Each stick is 2x32bit, so since you have two sticks it's 4x32bit


----------



## fadideeb (Oct 11, 2022)

3x0 said:


> Each stick is 2x32bit, so since you have two sticks it's 4x32bit



thank you


----------



## Benja (Nov 4, 2022)

3x0 said:


> Each stick is 2x32bit, so since you have two sticks it's 4x32bit


so that means dual channel as well?


----------



## 3x0 (Nov 5, 2022)

4x32bit is dual channel DDR5


----------



## LabRat 891 (Nov 5, 2022)

Now that the question has been thoroughly answered... 
Does that imply DDR6 will have 2x64-bit/stick?


----------



## agent_x007 (Nov 5, 2022)

Actually, it's more likely it's going to get 4x 16-bit (if it's necessary), than 2x 64-bit.
As using smaller width allows for more effective use of bus.
In 64-bit vs. 2x 32-bit example :
If you don't have 64-bit's to transfer one way, some part of bigger bus is wasted on each cycle.
While 2x 32-bit get's you a read of 32-bits from memory and at the same time write 32-bit in another part of memory (<== very simplified).
DDR4 dual rank memory does similar thing to ^this, that's why dual rank DDR4 is considered faster at the same clock speeds.


----------



## Wirko (Nov 5, 2022)

agent_x007 said:


> Actually, it's more likely it's going to get 4x 16-bit (if it's necessary), than 2x 64-bit.
> As using smaller width allows for more effective use of bus.
> In 64-bit vs. 2x 32-bit example :
> If you don't have 64-bit's to transfer one way, some part of bigger bus is wasted on each cycle.


Hm, that's all approximately true but I'd still add a few things.

Actually, one of the few things already known about DDR6 is that it will have four 16-bit channels per module (and will be twice as fast, which surprises no one). 2x 64-bit on one module would be next to impossible. For one, the connector would have to be twice as dense (more or less), or maybe implemented in two levels (like the AGP bus).

Many narrower channels do have a small advantage over fewer wider channels in theory but the memory controller just gets more complex, and it's complex enough as it is. I'm not even sure if client CPUs make use of those 32-bit subchannels. Server CPUs more likely will. Someone would have to create a specialised benchmarking program to prove or disprove that.
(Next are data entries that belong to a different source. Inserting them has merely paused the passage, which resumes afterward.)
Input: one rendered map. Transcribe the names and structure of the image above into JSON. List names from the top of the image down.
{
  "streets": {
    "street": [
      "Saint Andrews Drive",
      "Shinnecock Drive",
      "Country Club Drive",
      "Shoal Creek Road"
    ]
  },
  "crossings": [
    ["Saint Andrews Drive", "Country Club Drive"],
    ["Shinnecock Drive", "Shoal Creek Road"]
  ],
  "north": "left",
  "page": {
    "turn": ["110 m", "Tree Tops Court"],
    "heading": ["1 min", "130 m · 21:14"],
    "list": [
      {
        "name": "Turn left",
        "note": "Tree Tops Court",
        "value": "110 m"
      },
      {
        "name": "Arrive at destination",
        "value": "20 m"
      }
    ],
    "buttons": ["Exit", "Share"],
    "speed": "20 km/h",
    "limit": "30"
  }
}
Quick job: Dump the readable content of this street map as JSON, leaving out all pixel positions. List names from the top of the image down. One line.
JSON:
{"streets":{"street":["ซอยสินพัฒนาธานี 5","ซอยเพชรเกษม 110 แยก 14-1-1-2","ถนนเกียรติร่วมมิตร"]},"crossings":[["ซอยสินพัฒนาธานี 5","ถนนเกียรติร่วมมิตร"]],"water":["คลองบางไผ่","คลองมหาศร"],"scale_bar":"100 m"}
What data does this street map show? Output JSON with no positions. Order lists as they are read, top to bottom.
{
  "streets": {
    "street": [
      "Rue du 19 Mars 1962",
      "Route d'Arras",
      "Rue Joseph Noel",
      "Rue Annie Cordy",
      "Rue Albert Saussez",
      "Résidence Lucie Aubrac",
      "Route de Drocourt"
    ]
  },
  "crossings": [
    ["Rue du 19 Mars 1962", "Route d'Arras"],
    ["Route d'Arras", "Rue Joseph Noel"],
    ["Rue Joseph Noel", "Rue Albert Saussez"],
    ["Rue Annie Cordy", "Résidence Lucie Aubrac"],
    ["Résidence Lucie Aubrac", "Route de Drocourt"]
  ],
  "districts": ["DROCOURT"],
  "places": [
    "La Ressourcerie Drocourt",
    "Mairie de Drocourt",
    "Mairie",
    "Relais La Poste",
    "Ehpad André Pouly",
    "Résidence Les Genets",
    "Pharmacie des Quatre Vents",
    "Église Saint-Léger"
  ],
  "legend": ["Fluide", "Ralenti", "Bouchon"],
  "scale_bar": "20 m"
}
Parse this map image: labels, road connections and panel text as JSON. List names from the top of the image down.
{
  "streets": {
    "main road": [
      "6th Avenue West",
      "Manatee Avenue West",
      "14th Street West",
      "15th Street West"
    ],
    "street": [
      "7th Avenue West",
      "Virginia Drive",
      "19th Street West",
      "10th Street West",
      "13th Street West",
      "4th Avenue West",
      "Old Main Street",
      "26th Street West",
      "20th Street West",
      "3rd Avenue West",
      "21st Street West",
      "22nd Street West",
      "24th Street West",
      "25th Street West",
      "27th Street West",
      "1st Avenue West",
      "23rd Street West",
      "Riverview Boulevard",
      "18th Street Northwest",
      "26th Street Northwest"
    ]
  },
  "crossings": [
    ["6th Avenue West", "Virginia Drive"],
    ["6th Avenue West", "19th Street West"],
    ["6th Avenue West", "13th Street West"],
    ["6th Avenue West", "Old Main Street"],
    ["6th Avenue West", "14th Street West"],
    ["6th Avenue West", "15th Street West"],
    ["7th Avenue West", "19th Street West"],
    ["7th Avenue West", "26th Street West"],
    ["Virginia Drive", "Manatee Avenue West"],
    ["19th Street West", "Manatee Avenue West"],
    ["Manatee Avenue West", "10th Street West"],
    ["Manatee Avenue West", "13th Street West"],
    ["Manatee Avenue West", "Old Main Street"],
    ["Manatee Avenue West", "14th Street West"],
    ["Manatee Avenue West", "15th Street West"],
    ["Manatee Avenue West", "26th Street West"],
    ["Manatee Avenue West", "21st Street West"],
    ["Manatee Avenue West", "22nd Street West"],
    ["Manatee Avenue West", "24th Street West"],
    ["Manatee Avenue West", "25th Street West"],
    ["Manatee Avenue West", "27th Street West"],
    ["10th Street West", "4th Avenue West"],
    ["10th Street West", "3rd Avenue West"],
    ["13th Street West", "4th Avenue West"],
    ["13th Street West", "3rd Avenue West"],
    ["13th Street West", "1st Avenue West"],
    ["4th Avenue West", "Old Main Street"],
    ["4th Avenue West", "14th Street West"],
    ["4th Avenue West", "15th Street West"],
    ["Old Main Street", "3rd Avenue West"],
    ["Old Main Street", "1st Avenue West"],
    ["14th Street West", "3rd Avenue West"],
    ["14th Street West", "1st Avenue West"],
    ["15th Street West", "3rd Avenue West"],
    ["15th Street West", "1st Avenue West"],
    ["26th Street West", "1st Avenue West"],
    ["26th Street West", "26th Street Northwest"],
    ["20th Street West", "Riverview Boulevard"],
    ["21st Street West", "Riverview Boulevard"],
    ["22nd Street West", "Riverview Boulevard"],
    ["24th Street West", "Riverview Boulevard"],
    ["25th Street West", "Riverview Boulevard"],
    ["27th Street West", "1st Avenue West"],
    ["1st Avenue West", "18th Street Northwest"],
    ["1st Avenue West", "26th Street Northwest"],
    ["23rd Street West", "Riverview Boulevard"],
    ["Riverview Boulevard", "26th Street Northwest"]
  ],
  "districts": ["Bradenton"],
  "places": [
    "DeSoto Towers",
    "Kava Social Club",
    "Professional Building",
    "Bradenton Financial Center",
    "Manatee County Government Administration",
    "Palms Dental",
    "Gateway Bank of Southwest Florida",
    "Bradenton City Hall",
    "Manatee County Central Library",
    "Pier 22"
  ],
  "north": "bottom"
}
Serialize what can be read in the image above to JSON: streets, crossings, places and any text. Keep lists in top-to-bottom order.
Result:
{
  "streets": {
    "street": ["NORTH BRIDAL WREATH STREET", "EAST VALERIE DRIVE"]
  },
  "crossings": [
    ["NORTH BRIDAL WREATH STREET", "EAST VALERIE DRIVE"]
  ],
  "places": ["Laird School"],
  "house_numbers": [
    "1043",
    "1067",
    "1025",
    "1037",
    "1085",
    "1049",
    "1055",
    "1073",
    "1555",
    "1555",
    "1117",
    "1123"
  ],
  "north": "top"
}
Narrower channels also have at least one disadvantage. The smallest unit of data transfer is 64 bytes (512 bits), that's one cache line. If you do that over a 64-bit bus, it will take 8 transfers = 4 clock cycles. If you do that over a 32-bit bus, it will take 16 transfers = 8 clock cycles.



agent_x007 said:


> While 2x 32-bit get's you a read of 32-bits from memory and at the same time write 32-bit in another part of memory (<== very simplified).


DDR5 is also not a dual port memory (if anyone thinks of it as such). One subchannel accesses one half of total memory on the stick, the other one accesses the other half. They are also interleaved, so it's not a simple divison like channel A = first 8 GB, channel B = second 8 GB. It's like channel A = first 64 bytes, channel B = next 64 bytes, and so on. So the benefit of narrower channels is pretty limited, I think.



agent_x007 said:


> DDR4 dual rank memory does similar thing to ^this, that's why dual rank DDR4 is considered faster at the same clock speeds.


Yes. However, a single rank DDR5 module is made of two mostly independent halves so it physically can't have just one rank. It has two. But if a CPU can't use two subchannels separately, it also can't take advantage of doubled ranks. By extrapolation, a dual rank module probably has four ranks?


----------



## aQi (Nov 10, 2022)

The fact that ddr5 has sub channels. Well nothing wrong anywhere in your scenario just enjoy more bandwidth.


----------